When Isaac was old, the time came to bless his children, which in those times was also the way of assigning who was going to be the spiritual leader to continue the path of Abraham. Isaac calls Esav and asks him to go hunting and prepare a meal for him so that Isaac can grant him this blessing and privilege before he dies. Ribka overhears this conversation and establishes a plan for Jacob to obtain this blessing: she will prepare the food, and Jacob brings it to Isaac and receives it in her place. Jacob dressed in Esav’s clothes and thus managed to prevent his father, Isaac, who was already blind, from being able to identify him. When Esav returns, he discovers that his brother has received his blessing, and he vows to kill him. Ribka makes a new plan to save Jacob: her son will move to her family’s home in Haran, Syria until Esav’s anger calms down.

Isaac bids farewell to Jacob, and, this time, consciously blesses him with the blessing of the land of Israel and the continuation of Abraham’s legacy.

ANOTHER SUMMARY

1. Isaac marries Rivka at age 40. The couple had to wait twenty years for HaShem to answer their prayers. Rivka conceives twins. Pregnancy is difficult. Because babies fight each other in her womb. God tells her that these 2 children in her womb are going to produce 2 nations. Esav is born first. And Jacob came out clinging to his heel. Over the years, Esav becomes “a skilled hunter, a man of the field”; while Jacob is “a man of his house”, a man of integrity. 

2. Isaac favors Esav; But Rivka loves Jacob. One day Esav returns exhausted and hungry from the field and exchanges his birthright for a plate of lentils. The Tora tells us that Esav did not care about the birthright. 

3. There is famine in the land of Canaan, Isaac heads south and reaches Gerar, the land of the Philistines. Isaac presents Rikva as his sister, fearing he will be killed by someone who lusts after her. Isaac works the land, rebuilds the wells dug by his father Abraham and reaps 100 times more than he planted. The Philistines envy him and destroy the water wells. But in the end Isaac enjoys some quiet years. 
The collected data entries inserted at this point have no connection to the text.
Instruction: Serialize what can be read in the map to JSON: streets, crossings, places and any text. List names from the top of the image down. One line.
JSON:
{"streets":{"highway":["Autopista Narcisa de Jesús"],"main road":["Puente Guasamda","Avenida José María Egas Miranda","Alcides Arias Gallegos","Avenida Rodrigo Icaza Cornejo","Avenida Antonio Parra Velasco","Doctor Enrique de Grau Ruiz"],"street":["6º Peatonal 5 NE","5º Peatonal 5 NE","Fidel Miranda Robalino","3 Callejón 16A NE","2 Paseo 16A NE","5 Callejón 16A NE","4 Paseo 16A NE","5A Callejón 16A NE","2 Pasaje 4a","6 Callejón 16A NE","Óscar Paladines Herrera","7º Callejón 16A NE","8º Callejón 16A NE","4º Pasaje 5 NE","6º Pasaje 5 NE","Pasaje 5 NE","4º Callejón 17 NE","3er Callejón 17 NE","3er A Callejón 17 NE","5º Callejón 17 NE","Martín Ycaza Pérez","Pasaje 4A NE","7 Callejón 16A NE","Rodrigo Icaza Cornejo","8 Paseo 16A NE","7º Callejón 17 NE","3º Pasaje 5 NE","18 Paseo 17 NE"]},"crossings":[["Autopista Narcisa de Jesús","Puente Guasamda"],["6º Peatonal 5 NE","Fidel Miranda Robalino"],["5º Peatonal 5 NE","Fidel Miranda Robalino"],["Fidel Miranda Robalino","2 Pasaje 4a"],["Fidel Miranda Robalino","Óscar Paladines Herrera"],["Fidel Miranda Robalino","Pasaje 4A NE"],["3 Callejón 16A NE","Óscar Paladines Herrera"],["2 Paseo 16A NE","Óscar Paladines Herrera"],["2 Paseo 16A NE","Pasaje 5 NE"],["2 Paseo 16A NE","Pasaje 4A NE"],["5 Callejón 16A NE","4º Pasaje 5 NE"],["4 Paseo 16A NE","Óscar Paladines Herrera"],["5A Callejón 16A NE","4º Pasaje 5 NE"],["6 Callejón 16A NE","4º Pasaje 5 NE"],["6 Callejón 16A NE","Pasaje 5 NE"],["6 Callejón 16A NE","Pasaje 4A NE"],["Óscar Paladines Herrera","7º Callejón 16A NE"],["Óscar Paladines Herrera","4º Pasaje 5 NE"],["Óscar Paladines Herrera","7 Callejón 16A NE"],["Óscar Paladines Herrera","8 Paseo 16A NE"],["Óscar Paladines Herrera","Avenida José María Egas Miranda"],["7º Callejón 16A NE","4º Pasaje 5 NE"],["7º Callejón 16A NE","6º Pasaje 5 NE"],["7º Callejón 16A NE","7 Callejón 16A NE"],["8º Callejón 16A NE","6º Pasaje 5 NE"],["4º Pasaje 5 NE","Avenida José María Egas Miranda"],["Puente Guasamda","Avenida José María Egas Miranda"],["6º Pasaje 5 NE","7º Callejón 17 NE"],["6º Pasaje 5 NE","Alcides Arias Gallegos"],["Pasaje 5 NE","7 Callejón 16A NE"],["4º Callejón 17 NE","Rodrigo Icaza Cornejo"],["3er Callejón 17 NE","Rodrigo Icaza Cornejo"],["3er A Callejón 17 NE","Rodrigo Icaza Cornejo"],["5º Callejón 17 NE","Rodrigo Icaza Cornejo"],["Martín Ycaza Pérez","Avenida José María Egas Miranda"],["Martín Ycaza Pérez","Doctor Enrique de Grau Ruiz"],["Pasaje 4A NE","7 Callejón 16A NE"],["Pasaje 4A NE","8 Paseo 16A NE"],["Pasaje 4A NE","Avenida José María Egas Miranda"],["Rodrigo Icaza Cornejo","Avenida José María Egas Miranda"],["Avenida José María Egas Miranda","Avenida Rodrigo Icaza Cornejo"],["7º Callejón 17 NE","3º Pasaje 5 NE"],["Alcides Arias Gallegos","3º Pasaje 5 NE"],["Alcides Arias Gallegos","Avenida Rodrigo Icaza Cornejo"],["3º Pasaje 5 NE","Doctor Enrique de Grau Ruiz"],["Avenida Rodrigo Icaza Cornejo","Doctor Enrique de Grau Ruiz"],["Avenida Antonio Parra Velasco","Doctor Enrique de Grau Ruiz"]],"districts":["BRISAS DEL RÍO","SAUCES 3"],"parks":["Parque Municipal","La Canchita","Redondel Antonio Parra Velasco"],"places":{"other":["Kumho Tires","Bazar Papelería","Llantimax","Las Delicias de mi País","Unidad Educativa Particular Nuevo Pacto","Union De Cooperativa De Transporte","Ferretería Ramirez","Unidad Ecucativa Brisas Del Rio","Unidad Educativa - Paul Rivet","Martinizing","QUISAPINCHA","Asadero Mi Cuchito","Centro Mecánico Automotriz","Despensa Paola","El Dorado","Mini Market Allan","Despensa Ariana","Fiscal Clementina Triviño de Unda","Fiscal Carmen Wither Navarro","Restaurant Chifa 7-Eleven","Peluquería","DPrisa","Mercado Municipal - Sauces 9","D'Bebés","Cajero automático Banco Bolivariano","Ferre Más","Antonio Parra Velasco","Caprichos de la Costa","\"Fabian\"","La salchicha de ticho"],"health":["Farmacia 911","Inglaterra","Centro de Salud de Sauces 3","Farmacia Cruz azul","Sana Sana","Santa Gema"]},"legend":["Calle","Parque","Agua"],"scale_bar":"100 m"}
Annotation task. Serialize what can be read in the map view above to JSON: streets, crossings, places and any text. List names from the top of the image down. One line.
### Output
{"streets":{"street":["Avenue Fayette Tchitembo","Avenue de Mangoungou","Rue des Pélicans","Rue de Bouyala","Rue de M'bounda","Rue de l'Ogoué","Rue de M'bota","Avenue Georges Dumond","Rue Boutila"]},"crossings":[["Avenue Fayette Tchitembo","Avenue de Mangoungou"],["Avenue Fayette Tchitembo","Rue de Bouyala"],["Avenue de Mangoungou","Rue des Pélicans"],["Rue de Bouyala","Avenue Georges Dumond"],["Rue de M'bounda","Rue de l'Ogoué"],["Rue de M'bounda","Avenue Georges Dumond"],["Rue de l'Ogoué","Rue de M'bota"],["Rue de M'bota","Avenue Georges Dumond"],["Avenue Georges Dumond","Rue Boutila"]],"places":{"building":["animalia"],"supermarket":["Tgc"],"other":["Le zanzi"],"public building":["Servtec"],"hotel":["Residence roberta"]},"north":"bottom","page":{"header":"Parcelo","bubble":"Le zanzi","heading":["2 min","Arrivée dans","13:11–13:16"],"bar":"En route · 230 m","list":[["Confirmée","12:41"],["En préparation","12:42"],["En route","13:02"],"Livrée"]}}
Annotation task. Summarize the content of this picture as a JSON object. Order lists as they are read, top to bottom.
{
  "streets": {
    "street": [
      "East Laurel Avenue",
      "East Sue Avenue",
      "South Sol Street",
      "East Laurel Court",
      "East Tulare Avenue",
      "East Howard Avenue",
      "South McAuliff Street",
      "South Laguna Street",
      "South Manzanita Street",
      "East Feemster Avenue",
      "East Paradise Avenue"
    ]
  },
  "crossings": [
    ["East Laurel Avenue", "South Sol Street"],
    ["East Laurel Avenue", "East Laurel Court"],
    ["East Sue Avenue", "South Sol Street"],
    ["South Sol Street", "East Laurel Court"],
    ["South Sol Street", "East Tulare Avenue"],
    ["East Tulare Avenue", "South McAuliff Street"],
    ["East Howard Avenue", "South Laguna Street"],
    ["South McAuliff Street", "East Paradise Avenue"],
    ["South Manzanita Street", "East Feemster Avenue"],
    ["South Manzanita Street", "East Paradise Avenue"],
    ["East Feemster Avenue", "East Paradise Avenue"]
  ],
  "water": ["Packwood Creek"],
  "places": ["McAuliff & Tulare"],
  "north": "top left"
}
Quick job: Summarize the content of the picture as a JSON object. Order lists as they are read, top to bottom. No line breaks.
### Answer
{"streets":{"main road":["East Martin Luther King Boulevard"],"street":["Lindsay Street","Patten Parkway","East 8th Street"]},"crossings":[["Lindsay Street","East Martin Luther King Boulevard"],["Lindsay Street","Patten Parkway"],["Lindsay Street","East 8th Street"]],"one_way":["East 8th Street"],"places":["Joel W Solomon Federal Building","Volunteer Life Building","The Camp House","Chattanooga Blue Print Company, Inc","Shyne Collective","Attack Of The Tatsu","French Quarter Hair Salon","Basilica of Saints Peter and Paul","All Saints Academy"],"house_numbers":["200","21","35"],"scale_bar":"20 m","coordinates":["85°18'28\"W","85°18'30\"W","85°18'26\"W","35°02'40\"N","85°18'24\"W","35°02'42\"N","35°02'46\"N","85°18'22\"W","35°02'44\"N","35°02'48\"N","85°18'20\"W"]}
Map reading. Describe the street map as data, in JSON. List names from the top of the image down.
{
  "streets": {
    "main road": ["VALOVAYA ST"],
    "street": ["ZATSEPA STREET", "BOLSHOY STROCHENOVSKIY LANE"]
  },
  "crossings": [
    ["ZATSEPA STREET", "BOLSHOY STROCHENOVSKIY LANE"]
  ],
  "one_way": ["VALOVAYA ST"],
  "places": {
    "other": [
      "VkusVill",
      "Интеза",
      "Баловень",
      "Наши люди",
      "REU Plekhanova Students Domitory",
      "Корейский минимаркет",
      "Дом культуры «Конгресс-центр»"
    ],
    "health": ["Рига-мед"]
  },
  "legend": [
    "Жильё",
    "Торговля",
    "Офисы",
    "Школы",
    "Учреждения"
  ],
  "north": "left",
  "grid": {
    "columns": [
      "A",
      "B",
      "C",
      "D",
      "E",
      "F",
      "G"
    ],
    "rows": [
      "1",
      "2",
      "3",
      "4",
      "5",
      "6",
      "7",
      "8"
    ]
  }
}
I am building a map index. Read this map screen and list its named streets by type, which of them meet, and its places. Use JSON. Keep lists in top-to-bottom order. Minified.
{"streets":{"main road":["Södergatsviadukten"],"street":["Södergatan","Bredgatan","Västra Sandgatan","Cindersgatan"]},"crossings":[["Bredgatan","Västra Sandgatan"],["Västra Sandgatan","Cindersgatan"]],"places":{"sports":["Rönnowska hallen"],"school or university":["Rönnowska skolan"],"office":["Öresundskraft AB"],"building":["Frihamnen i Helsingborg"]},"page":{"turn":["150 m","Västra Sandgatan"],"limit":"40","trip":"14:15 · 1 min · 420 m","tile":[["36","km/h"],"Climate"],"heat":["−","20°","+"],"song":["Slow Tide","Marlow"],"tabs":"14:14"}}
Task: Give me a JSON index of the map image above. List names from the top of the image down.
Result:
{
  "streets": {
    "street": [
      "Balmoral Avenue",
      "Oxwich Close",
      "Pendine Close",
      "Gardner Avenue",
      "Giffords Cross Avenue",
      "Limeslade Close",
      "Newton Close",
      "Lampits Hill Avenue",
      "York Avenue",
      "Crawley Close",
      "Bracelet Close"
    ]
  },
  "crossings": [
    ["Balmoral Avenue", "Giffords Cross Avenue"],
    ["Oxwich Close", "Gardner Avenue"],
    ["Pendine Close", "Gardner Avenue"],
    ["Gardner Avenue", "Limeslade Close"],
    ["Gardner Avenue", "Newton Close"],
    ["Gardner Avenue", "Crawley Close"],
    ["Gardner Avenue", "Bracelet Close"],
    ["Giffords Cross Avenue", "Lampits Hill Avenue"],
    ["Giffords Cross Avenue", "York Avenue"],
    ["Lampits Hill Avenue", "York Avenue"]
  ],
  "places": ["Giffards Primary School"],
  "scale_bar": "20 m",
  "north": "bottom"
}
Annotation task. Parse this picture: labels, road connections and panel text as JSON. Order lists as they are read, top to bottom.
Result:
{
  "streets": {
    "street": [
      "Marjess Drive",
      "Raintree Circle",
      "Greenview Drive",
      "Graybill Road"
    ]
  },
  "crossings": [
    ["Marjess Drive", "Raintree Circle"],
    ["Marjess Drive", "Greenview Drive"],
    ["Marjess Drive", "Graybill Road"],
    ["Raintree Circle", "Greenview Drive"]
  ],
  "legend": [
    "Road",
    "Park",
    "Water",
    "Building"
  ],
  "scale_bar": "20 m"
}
4. Esav marries two Hittite women. Isaac is growing old and blind and everything indicates that he is in his last days. Isaac expresses his desire to bless Esav, that is, to declare him his heir, before dying. Esav goes hunting to prepare his father’s favorite food. In the meantime Rivka dresses Jacob in Esav’s clothing, covering him with skin so that Isaac would think that he is his brother and Jacob receives his father’s blessings: material abundance and dominion over his brother. When Esav returns and realizes the deception, he cries and declares that when his father dies, he will kill Jacob. 

5. Rivka fears for the life of Jacob and he flees from his parents’ house and goes to Haran with the purpose of finding a wife from the family of his mother Rivka, the extended family of Abraham. Esav marries a third wife to try ingratiating himself with his mother: Machalat, Ishmael’s daughter.